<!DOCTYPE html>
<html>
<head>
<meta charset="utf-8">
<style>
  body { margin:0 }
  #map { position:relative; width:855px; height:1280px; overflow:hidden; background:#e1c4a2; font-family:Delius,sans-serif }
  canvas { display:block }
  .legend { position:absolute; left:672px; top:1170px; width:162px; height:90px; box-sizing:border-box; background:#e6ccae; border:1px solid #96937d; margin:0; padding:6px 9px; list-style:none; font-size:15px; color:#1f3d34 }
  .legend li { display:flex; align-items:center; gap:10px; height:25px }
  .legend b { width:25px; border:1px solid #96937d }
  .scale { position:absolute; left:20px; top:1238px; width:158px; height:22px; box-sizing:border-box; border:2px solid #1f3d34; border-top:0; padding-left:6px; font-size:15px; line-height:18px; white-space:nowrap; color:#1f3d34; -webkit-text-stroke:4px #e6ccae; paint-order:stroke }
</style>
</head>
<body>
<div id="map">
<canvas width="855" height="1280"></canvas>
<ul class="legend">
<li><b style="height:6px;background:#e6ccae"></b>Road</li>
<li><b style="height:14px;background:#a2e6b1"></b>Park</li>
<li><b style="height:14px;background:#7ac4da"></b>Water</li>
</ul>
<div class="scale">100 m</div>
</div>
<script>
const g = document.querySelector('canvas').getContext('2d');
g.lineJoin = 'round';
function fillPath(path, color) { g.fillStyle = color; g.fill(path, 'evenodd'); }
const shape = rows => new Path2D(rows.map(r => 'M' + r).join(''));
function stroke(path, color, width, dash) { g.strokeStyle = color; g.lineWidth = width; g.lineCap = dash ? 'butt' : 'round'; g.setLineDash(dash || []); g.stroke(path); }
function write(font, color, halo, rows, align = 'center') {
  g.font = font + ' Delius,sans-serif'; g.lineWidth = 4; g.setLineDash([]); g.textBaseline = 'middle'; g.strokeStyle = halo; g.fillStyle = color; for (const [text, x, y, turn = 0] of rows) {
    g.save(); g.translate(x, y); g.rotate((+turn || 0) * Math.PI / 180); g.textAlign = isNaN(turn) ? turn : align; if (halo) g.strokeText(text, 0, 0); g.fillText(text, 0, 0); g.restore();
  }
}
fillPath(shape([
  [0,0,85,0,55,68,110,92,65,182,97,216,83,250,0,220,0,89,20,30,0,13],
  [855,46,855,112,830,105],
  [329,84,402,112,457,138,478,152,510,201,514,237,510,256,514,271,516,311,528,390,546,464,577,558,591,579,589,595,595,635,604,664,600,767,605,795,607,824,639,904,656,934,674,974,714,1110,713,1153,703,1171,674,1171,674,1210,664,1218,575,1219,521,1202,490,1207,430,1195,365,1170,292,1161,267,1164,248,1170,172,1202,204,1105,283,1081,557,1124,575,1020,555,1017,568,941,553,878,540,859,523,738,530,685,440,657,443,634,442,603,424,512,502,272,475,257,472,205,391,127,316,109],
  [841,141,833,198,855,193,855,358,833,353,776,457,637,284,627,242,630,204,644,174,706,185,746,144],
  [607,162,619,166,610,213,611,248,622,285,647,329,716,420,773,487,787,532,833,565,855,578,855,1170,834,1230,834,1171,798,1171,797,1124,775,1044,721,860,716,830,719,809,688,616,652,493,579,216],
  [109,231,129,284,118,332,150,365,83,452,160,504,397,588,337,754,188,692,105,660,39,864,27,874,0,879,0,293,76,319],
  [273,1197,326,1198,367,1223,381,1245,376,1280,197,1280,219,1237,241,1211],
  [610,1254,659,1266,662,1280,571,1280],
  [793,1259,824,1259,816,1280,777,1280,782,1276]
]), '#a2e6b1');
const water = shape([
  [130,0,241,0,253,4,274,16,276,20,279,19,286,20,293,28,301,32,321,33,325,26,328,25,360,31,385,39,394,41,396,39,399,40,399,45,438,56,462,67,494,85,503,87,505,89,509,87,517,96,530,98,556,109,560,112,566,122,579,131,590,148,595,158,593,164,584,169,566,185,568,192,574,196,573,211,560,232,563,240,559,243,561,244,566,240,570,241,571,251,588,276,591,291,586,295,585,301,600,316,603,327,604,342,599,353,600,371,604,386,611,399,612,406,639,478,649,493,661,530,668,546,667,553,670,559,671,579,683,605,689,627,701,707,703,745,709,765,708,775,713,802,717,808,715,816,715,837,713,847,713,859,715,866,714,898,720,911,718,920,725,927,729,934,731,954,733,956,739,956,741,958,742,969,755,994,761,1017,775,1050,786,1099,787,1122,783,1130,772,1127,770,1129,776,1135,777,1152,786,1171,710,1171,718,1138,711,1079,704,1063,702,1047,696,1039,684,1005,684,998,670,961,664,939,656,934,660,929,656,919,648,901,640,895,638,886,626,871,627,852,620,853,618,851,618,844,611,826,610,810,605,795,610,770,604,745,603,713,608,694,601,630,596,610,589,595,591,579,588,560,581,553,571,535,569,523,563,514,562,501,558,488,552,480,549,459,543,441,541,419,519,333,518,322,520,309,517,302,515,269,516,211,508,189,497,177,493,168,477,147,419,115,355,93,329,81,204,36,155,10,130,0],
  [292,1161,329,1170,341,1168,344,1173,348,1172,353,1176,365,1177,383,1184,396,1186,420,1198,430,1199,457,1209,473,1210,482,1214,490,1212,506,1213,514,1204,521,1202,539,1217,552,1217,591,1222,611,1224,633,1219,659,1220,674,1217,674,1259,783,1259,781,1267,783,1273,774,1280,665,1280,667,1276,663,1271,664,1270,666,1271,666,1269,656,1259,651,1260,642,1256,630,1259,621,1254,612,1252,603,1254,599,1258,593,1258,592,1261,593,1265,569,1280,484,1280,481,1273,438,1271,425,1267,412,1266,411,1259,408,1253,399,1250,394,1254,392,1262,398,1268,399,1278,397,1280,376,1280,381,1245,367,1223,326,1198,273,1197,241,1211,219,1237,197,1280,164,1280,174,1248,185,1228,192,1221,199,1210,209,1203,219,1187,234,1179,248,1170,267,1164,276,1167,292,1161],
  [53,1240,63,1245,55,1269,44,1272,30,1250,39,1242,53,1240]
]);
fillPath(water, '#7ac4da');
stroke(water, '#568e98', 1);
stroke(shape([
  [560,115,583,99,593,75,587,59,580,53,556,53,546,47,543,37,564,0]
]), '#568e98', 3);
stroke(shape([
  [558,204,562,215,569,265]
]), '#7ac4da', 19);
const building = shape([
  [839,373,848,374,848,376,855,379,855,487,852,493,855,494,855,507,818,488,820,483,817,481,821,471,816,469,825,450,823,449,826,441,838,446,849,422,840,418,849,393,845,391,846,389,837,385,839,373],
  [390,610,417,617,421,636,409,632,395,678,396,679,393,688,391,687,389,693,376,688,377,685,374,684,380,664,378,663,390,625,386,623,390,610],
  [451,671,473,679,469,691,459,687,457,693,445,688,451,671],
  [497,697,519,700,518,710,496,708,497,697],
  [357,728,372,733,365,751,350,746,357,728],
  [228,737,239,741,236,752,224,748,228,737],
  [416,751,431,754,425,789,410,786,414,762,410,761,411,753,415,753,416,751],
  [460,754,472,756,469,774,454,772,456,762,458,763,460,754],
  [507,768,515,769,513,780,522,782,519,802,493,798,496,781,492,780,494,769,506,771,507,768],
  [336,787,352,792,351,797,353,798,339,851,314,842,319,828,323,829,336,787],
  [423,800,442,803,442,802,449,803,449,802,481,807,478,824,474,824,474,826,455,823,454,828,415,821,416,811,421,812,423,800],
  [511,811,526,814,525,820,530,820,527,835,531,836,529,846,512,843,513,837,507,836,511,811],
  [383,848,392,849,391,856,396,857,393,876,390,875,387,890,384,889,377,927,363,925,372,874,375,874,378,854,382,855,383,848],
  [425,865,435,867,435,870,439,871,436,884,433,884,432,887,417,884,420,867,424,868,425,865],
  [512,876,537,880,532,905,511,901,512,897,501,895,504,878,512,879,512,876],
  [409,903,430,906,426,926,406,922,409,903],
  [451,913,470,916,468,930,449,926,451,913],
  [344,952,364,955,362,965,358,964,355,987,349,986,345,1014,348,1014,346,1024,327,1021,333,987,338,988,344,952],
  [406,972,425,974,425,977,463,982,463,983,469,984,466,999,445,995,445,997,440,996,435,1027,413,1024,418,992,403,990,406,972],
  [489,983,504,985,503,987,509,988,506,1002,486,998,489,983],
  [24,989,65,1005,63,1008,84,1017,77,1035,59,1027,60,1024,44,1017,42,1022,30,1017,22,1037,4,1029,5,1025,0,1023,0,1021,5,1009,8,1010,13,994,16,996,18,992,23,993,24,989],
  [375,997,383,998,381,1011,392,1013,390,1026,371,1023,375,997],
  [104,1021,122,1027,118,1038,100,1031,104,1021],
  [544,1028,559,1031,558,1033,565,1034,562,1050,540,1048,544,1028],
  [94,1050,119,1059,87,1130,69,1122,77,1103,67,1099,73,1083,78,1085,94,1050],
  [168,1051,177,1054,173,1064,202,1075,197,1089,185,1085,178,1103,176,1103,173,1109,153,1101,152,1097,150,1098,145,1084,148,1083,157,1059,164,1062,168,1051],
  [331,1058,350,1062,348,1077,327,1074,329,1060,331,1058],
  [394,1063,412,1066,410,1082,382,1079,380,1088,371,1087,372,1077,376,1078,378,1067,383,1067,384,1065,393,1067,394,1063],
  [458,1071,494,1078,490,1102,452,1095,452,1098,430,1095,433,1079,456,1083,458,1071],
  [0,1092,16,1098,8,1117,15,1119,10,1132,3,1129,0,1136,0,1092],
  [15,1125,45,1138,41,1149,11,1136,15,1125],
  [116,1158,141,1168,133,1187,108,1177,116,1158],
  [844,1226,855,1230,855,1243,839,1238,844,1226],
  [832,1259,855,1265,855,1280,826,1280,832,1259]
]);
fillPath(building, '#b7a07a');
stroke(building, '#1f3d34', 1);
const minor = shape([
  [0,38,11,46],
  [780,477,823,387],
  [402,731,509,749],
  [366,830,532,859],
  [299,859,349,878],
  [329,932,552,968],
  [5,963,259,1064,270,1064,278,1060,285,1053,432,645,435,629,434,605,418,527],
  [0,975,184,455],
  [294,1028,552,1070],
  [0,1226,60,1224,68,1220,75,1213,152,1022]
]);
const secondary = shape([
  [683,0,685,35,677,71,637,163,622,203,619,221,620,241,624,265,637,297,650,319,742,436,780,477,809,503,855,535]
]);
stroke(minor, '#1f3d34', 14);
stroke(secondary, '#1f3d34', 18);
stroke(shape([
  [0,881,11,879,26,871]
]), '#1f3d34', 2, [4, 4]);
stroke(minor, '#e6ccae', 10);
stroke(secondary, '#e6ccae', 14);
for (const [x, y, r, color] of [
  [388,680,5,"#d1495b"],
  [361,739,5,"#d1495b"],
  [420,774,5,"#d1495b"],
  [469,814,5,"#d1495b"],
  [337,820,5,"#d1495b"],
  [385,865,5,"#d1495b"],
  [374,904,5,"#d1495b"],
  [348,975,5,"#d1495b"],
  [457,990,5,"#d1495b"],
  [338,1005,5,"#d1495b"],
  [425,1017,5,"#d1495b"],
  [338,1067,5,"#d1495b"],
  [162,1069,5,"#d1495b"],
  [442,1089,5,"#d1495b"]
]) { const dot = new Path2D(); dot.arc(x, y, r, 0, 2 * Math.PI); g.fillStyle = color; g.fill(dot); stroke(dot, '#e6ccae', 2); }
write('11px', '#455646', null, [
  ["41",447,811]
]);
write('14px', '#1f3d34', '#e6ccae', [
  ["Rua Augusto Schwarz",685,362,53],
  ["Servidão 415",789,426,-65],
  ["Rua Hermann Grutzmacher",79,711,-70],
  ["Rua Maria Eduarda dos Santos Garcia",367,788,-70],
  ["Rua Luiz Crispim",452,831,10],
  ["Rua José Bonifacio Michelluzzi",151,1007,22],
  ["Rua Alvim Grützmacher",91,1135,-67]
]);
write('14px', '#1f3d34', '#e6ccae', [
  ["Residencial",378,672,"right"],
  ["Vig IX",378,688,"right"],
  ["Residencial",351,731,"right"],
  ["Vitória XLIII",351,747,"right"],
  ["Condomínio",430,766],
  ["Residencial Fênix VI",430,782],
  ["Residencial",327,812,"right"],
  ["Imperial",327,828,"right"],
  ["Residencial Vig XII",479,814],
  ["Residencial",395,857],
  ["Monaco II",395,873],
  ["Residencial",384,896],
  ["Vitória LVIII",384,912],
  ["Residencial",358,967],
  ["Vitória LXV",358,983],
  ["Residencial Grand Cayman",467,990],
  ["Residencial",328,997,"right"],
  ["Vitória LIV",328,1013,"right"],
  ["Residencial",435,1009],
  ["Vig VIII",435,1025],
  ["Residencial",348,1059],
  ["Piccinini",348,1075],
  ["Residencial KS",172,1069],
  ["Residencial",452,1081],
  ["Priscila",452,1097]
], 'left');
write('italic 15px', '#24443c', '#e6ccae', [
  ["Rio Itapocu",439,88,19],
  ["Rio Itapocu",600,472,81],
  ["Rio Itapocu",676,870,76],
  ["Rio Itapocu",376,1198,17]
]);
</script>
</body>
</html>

§

§ **Task description**
Your task is to find every line above containing the word "fillPath" and copy it.

§ **Answer section**
function fillPath(path, color) { g.fillStyle = color; g.fill(path, 'evenodd'); }
fillPath(shape([
fillPath(water, '#7ac4da');
fillPath(building, '#b7a07a');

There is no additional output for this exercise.